This whole subthread stinks of Dunning-Kruger. Youthful savvy? Cultish following? Guilt about not using Facebook? Putting internet sales on par with a revolutionary movement spanning several countries? That doesn't sound like you know what you're talking about.

I don't know exactly who you're supposed to persuade, but your track record so far on LessWrong shows that you barely manage to break even with your karma, and that you lack the level of self-awareness of a socially well-adapted person. Whoever you successfully persuade would have to be even more oblivious than you, which is saying something. Given what you said here you'd use Facebook for, I for one am glad neither I nor you are using it.

I don't mean for this to be a pointless ad hominem attack; the reason I'm responding this way is for you to take this as a prompter that you need to get out of your own head and think more clearly about matters involving yourself, or how you come off as. Because the way you think about this whole business is a huge red flag. The fact that self-promoters, salesmen, and slacktivists on FB tend to piss off people more than anything else, and the fact that youth is basically never an indicator of "savvy" are two things that should be obvious to everyone who has even a modicum of experience with the internet or life in general.

... Just out of curiosity, how old are you?

Comment author: Jiro 25 August 2015 06:54:59PM 2 points [-]

and the fact that youth is basically never an indicator of "savvy"

In the area of computers, particularly things related to computers that appeared relatively recently and which youths are more inclined to use, it often is such an indicator.

Comment author: Lumifer 25 August 2015 07:42:30PM 0 points [-]

That might have been true 20 years ago, but not any more.

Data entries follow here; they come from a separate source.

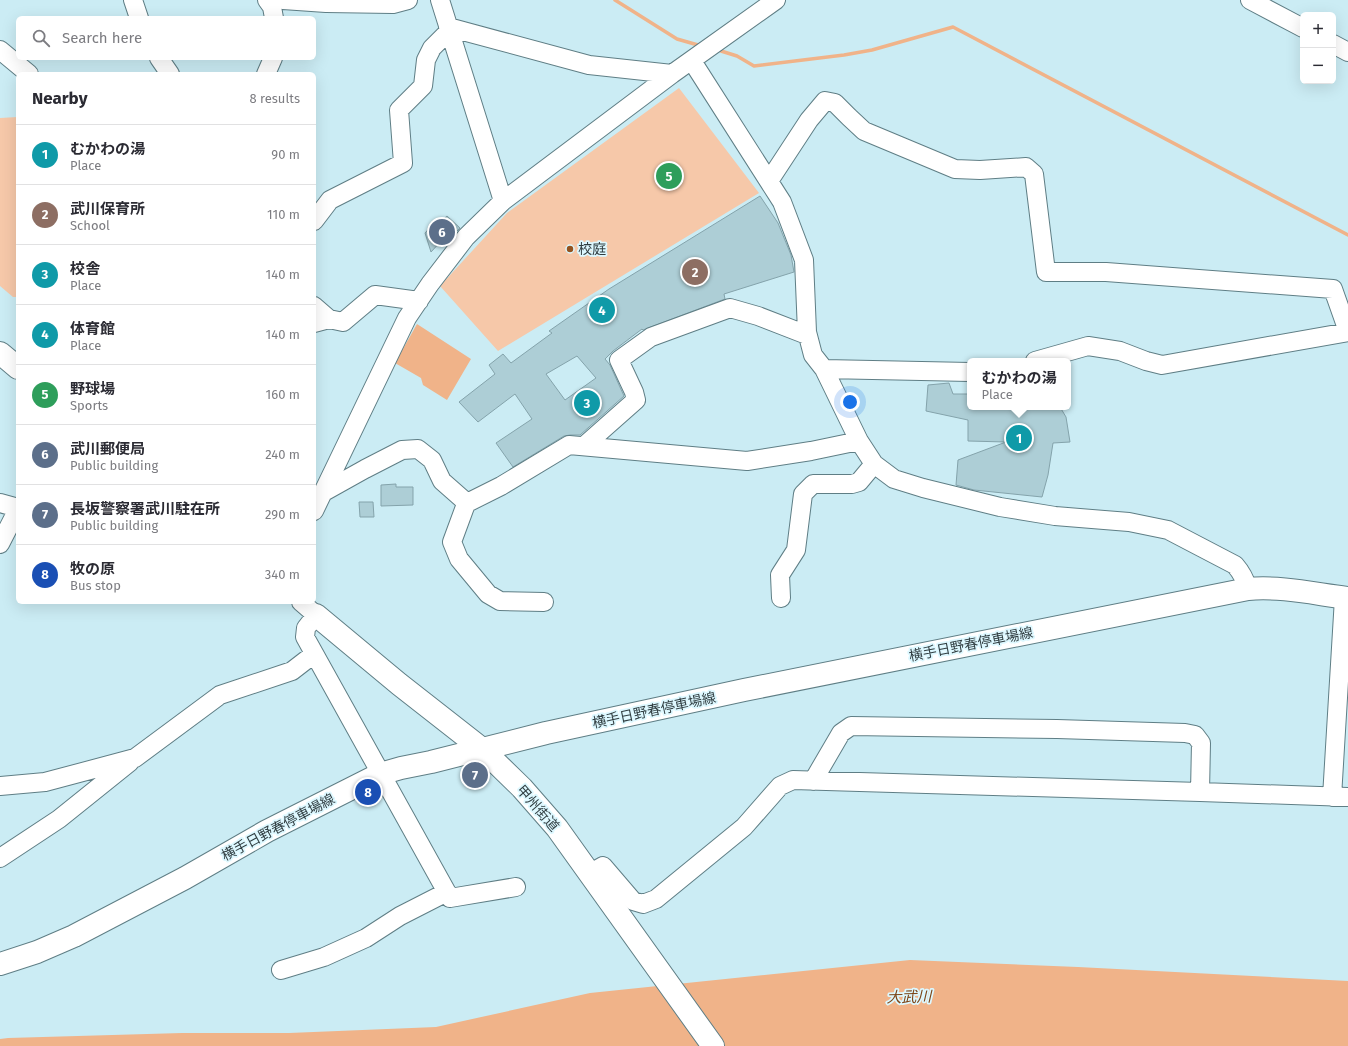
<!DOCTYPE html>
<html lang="en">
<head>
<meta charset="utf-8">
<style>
	:root { --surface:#fff; --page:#f2f2f3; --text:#2b2b33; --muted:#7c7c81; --line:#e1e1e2; --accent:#ea580c }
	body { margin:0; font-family:"Fira Sans","Noto Sans JP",sans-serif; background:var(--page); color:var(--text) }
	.controls { position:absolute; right:12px; top:12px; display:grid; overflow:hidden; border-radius:6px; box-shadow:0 4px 16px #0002 }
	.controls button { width:36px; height:36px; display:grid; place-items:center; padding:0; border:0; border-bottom:1px solid var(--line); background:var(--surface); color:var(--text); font:20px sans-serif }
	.you { position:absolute; left:850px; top:402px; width:14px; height:14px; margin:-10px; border:3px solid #fff; border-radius:50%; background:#1a73e8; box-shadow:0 0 0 6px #1a73e833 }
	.badge { display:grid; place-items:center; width:26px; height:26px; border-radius:50%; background:var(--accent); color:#fff; font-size:13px; font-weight:700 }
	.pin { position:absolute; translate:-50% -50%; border:2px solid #fff; box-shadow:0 1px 4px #0006 }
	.popup { position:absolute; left:967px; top:358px; width:104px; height:52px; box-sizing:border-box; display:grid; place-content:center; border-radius:6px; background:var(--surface); filter:drop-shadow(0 1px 3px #0005); font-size:13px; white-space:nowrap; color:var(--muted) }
	.popup b { font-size:15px; color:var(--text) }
	.popup::after { content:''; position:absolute; left:50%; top:100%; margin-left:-8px; border:8px solid transparent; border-top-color:var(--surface) }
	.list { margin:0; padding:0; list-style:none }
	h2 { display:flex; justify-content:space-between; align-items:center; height:52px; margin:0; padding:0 16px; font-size:17px }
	h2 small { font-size:13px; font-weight:400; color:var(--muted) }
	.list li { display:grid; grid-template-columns:26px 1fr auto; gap:12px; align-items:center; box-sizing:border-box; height:60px; padding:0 16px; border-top:1px solid var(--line) }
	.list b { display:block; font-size:15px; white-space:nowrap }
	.list p { margin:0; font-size:13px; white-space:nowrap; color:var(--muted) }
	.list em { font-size:13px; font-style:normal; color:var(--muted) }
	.icon { flex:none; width:22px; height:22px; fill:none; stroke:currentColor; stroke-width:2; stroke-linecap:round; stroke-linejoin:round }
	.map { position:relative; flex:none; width:1348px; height:1046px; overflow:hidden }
	.search { position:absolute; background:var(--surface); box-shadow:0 4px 16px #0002; left:16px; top:16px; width:300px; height:44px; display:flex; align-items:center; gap:10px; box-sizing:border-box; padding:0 14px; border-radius:6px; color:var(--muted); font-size:15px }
	.panel { position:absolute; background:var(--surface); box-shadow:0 4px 16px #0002; left:16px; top:72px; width:300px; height:532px; border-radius:6px }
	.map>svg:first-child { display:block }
</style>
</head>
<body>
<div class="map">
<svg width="1348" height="1046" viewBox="0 0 1348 1046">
	<rect width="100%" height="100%" fill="#cbecf4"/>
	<path fill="#f6c8a9" d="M679 88 759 193 498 351 440 286 507 213Z
		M18 117V297H13L0 286V118Z"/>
	<path fill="#f0b389" d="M417 324 471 359 447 400 423 385 421 378 395 363Z
		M910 960 1078 967 1348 981V1046H0V1039L8 1038 182 1033H289L436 1027 590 993Z"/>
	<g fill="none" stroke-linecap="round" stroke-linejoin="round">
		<path stroke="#f0b389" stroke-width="3.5" d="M615 0 677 39 698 45
			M721 51 737 56 754 66 844 55 872 50 953 27 1348 235"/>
	</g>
	<path fill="#adced6" stroke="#84a3ab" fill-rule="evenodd" d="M760 196 778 223 791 255 794 272 724 294 725 299 643 330 642 329 613 351 605 359 610 365 624 396 580 435H570L564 436 513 467 496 443 532 419 515 394 478 422 459 402 495 374 489 365 503 354 511 363 552 333 549 331 609 289ZM577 356 596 378 565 400 546 374Z
		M447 216 460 228 445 243 442 240 431 252 425 233 436 221 439 223Z
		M949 383 953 394H970V407H1060L1066 417 1070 442 1053 443 1048 475 1042 497 974 490 956 485 958 460 1006 442 968 441V420L926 411 928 385Z
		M396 484V487H413V505L381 506V485Z
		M359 502H373L374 517H360Z"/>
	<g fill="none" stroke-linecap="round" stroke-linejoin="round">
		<defs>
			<path id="minor" d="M133 0 139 18
				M267 0 272 7 274 18
				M283 0 326 3 393 4 408 0
				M440 0 503 201
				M1250 0 1303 28
				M448 27 589 65 672 74
				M1333 44 1348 52
				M0 50 29 74
				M159 58 170 74
				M692 61 782 202 804 260 807 332 813 355 824 369 859 441 874 464 894 479 923 488 1000 507 1055 516 1129 522 1168 530 1235 565C1242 573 1245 579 1248 589
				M266 74 273 58
				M769 181 809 120 825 101 835 103 849 117 864 131 955 169 980 170 1026 167 1034 174 1046 272H1106L1333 289 1345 323 1348 326
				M314 221 330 200 403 163 399 110 423 86 426 60 432 48 449 31
				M314 306 329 319
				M314 323 329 319 343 322 375 295 419 301
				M1035 361 1088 346 1120 351 1146 361 1162 365 1348 332
				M824 369 970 372
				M584 446 636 400 634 392 619 360 651 337 730 308 758 316 807 335
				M322 493 365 469 402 450 418 449 432 460 442 481 467 503 501 486 569 445 747 461 811 451 859 441
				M0 503 18 508
				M466 504 452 542 459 559 488 594 500 601 544 602
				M314 511 407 318 430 284 466 237 503 201 672 74 776 0
				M0 544 18 509
				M781 598 780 575 796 550 803 494 813 484H852L859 482 874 464
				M301 602 316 615 306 628 305 637 450 898 516 887
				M813 781 841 733 851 726 1057 729 1185 733 1195 735 1201 743 1200 792
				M0 786 45 782 135 758 220 695 292 671 314 654
				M1332 797 1344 598
				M0 858 59 819 130 762
				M589 874 603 866 633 901 643 904 656 899 744 827 780 786 793 780 1200 792 1348 797
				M281 970 324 957 366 938 400 916 447 892"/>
			<path id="major" d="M0 964 37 952 74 936 185 878 267 831 380 774 401 768 431 762 546 733 744 690 1248 589C1281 586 1315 594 1348 598"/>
			<path id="highway" d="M0 353 18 368
				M316 615 399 684 482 749 522 788 557 828 713 1046"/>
		</defs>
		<use href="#minor" stroke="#5f7e85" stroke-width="20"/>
		<use href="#major" stroke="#5f7e85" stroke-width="24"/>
		<use href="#highway" stroke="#5f7e85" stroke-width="24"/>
		<use href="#minor" stroke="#fff" stroke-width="18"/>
		<use href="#major" stroke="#fff" stroke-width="22"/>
		<use href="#highway" stroke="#fff" stroke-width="22"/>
	</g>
	<circle fill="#93521e" stroke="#ddf8ff" stroke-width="1.5" cx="570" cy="249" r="4"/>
	<g text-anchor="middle" stroke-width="3.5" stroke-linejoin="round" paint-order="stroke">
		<g font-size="14" fill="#313e42" stroke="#ddf8ff" text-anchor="start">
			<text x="578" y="254">校庭</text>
		</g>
		<g font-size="14" fill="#313e42" stroke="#ddf8ff">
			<text transform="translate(971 644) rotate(-11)" y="5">横手日野春停車場線</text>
			<text transform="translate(654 710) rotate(-12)" y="5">横手日野春停車場線</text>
			<text transform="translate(538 808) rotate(49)" y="5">甲州街道</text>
			<text transform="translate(278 827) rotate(-28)" y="5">横手日野春停車場線</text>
		</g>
		<g font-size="15" font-style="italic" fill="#7d4517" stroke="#ddf8ff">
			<text transform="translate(909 997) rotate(-1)" y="5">大武川</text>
		</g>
	</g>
</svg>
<div class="controls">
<button>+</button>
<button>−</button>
</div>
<div class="you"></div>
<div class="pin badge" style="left:1019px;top:438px;background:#0f9aa8">1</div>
<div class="popup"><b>むかわの湯</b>Place</div>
<div class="pin badge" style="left:695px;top:272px;background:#8d6e63">2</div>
<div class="pin badge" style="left:587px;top:403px;background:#0f9aa8">3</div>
<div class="pin badge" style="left:602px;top:310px;background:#0f9aa8">4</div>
<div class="pin badge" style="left:669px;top:176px;background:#2e9e5b">5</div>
<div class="pin badge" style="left:442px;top:232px;background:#5c6f8a">6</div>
<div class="pin badge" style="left:475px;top:775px;background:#5c6f8a">7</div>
<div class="pin badge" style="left:368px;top:792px;background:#1a4fb4">8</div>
<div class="search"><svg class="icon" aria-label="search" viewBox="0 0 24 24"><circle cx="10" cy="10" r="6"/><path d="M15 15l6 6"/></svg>Search here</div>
<section class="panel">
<h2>Nearby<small>8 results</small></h2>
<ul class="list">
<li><span class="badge" style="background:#0f9aa8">1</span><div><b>むかわの湯</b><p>Place</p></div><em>90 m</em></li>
<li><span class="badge" style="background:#8d6e63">2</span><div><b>武川保育所</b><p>School</p></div><em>110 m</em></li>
<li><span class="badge" style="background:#0f9aa8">3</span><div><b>校舎</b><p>Place</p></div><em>140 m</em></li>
<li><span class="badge" style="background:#0f9aa8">4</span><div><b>体育館</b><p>Place</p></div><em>140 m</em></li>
<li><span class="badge" style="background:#2e9e5b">5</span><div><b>野球場</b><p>Sports</p></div><em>160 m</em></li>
<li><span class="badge" style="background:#5c6f8a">6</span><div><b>武川郵便局</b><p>Public building</p></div><em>240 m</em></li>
<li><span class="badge" style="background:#5c6f8a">7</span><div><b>長坂警察署武川駐在所</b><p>Public building</p></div><em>290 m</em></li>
<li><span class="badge" style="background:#1a4fb4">8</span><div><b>牧の原</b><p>Bus stop</p></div><em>340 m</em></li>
</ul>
</section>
</div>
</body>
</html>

Comment author: Jiro 26 August 2015 02:00:25PM 1 point [-]

I'm pretty sure that new computer-related things continued to be produced in the past 20 years and that older people are less likely to use them.

Comment author: Dahlen 25 August 2015 06:57:11PM *  0 points [-]

Hence the qualifier "basically". I'm aware of a few exceptions related to products marketed to the 18-25 (or even 18-35) age range.